*** GIVEN ENTRIES ***

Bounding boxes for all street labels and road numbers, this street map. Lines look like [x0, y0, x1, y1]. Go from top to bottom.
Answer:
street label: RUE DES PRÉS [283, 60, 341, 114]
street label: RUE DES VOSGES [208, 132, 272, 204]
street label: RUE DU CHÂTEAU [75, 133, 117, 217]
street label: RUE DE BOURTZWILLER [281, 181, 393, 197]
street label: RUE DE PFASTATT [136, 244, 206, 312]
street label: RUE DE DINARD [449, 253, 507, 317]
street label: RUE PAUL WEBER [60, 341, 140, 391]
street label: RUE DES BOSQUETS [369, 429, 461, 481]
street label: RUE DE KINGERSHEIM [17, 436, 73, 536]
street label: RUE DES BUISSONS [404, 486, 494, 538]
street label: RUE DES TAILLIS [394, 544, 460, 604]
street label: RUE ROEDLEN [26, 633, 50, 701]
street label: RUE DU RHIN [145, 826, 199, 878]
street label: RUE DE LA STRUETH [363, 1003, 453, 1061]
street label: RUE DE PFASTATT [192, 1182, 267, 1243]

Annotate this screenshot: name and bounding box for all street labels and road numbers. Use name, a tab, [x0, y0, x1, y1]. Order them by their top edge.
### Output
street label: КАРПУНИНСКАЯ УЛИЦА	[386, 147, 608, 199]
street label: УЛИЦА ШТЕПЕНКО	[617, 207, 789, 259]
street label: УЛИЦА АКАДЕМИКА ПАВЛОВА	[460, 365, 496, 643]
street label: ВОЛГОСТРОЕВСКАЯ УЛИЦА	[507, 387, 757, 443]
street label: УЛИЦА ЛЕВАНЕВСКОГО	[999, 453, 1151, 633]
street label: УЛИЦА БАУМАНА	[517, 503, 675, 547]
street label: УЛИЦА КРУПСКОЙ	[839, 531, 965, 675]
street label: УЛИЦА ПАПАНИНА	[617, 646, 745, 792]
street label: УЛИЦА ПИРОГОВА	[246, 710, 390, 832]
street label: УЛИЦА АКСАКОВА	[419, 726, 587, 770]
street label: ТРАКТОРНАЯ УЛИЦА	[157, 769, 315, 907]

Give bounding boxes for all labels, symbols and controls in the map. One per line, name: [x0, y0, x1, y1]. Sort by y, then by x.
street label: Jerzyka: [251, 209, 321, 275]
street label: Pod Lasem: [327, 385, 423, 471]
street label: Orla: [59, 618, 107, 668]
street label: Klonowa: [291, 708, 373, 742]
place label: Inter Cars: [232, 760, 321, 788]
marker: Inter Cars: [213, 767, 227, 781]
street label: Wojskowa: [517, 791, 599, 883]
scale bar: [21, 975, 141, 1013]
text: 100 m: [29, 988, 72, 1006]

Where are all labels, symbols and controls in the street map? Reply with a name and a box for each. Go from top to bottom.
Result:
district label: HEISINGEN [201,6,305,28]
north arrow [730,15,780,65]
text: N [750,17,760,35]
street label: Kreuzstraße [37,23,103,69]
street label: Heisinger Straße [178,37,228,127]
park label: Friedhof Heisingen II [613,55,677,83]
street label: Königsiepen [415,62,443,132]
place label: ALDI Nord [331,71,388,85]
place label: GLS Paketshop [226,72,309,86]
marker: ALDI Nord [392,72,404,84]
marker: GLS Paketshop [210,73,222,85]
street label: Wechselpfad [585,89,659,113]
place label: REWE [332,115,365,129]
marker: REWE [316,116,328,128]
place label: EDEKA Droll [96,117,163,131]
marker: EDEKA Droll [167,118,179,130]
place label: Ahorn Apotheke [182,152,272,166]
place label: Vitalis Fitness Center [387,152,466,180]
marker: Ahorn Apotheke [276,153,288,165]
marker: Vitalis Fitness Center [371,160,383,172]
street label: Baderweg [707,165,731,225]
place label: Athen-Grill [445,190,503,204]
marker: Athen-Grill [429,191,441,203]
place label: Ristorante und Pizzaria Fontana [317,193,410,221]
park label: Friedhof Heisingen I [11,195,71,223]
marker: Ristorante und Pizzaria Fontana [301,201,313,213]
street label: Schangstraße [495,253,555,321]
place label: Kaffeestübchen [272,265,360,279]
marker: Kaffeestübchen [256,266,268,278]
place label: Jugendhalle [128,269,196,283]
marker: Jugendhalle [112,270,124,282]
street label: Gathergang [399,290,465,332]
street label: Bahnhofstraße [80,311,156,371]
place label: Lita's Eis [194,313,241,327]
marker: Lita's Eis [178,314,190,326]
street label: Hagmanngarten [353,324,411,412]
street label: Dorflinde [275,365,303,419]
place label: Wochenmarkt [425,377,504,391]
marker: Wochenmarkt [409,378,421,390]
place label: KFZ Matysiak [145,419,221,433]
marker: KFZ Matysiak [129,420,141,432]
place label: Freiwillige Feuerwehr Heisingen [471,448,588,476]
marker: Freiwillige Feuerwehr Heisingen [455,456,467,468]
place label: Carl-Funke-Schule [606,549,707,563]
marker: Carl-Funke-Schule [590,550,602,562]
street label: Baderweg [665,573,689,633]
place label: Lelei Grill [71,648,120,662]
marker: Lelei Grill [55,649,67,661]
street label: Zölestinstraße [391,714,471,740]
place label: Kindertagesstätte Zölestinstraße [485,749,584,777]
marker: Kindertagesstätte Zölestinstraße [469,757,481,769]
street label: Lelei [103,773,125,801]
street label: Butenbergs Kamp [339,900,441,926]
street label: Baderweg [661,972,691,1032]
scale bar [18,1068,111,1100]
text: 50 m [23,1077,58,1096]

***

EXERCISE DIRECTIONS:
Print each record word for word.

COMPLETED TASK:
Bounding boxes for all street labels and road numbers, this street map. Lines look like [x0, y0, x1, y1]. Go from top to bottom.
Answer:
street label: RUE DES PRÉS [283, 60, 341, 114]
street label: RUE DES VOSGES [208, 132, 272, 204]
street label: RUE DU CHÂTEAU [75, 133, 117, 217]
street label: RUE DE BOURTZWILLER [281, 181, 393, 197]
street label: RUE DE PFASTATT [136, 244, 206, 312]
street label: RUE DE DINARD [449, 253, 507, 317]
street label: RUE PAUL WEBER [60, 341, 140, 391]
street label: RUE DES BOSQUETS [369, 429, 461, 481]
street label: RUE DE KINGERSHEIM [17, 436, 73, 536]
street label: RUE DES BUISSONS [404, 486, 494, 538]
street label: RUE DES TAILLIS [394, 544, 460, 604]
street label: RUE ROEDLEN [26, 633, 50, 701]
street label: RUE DU RHIN [145, 826, 199, 878]
street label: RUE DE LA STRUETH [363, 1003, 453, 1061]
street label: RUE DE PFASTATT [192, 1182, 267, 1243]

Annotate this screenshot: name and bounding box for all street labels and road numbers. Use name, a tab, [x0, y0, x1, y1]. Order them by their top edge.
### Output
street label: КАРПУНИНСКАЯ УЛИЦА	[386, 147, 608, 199]
street label: УЛИЦА ШТЕПЕНКО	[617, 207, 789, 259]
street label: УЛИЦА АКАДЕМИКА ПАВЛОВА	[460, 365, 496, 643]
street label: ВОЛГОСТРОЕВСКАЯ УЛИЦА	[507, 387, 757, 443]
street label: УЛИЦА ЛЕВАНЕВСКОГО	[999, 453, 1151, 633]
street label: УЛИЦА БАУМАНА	[517, 503, 675, 547]
street label: УЛИЦА КРУПСКОЙ	[839, 531, 965, 675]
street label: УЛИЦА ПАПАНИНА	[617, 646, 745, 792]
street label: УЛИЦА ПИРОГОВА	[246, 710, 390, 832]
street label: УЛИЦА АКСАКОВА	[419, 726, 587, 770]
street label: ТРАКТОРНАЯ УЛИЦА	[157, 769, 315, 907]

Give bounding boxes for all labels, symbols and controls in the map. One per line, name: [x0, y0, x1, y1]. Sort by y, then by x.
street label: Jerzyka: [251, 209, 321, 275]
street label: Pod Lasem: [327, 385, 423, 471]
street label: Orla: [59, 618, 107, 668]
street label: Klonowa: [291, 708, 373, 742]
place label: Inter Cars: [232, 760, 321, 788]
marker: Inter Cars: [213, 767, 227, 781]
street label: Wojskowa: [517, 791, 599, 883]
scale bar: [21, 975, 141, 1013]
text: 100 m: [29, 988, 72, 1006]

Where are all labels, symbols and controls in the street map? Reply with a name and a box for each. Go from top to bottom.
Result:
district label: HEISINGEN [201,6,305,28]
north arrow [730,15,780,65]
text: N [750,17,760,35]
street label: Kreuzstraße [37,23,103,69]
street label: Heisinger Straße [178,37,228,127]
park label: Friedhof Heisingen II [613,55,677,83]
street label: Königsiepen [415,62,443,132]
place label: ALDI Nord [331,71,388,85]
place label: GLS Paketshop [226,72,309,86]
marker: ALDI Nord [392,72,404,84]
marker: GLS Paketshop [210,73,222,85]
street label: Wechselpfad [585,89,659,113]
place label: REWE [332,115,365,129]
marker: REWE [316,116,328,128]
place label: EDEKA Droll [96,117,163,131]
marker: EDEKA Droll [167,118,179,130]
place label: Ahorn Apotheke [182,152,272,166]
place label: Vitalis Fitness Center [387,152,466,180]
marker: Ahorn Apotheke [276,153,288,165]
marker: Vitalis Fitness Center [371,160,383,172]
street label: Baderweg [707,165,731,225]
place label: Athen-Grill [445,190,503,204]
marker: Athen-Grill [429,191,441,203]
place label: Ristorante und Pizzaria Fontana [317,193,410,221]
park label: Friedhof Heisingen I [11,195,71,223]
marker: Ristorante und Pizzaria Fontana [301,201,313,213]
street label: Schangstraße [495,253,555,321]
place label: Kaffeestübchen [272,265,360,279]
marker: Kaffeestübchen [256,266,268,278]
place label: Jugendhalle [128,269,196,283]
marker: Jugendhalle [112,270,124,282]
street label: Gathergang [399,290,465,332]
street label: Bahnhofstraße [80,311,156,371]
place label: Lita's Eis [194,313,241,327]
marker: Lita's Eis [178,314,190,326]
street label: Hagmanngarten [353,324,411,412]
street label: Dorflinde [275,365,303,419]
place label: Wochenmarkt [425,377,504,391]
marker: Wochenmarkt [409,378,421,390]
place label: KFZ Matysiak [145,419,221,433]
marker: KFZ Matysiak [129,420,141,432]
place label: Freiwillige Feuerwehr Heisingen [471,448,588,476]
marker: Freiwillige Feuerwehr Heisingen [455,456,467,468]
place label: Carl-Funke-Schule [606,549,707,563]
marker: Carl-Funke-Schule [590,550,602,562]
street label: Baderweg [665,573,689,633]
place label: Lelei Grill [71,648,120,662]
marker: Lelei Grill [55,649,67,661]
street label: Zölestinstraße [391,714,471,740]
place label: Kindertagesstätte Zölestinstraße [485,749,584,777]
marker: Kindertagesstätte Zölestinstraße [469,757,481,769]
street label: Lelei [103,773,125,801]
street label: Butenbergs Kamp [339,900,441,926]
street label: Baderweg [661,972,691,1032]
scale bar [18,1068,111,1100]
text: 50 m [23,1077,58,1096]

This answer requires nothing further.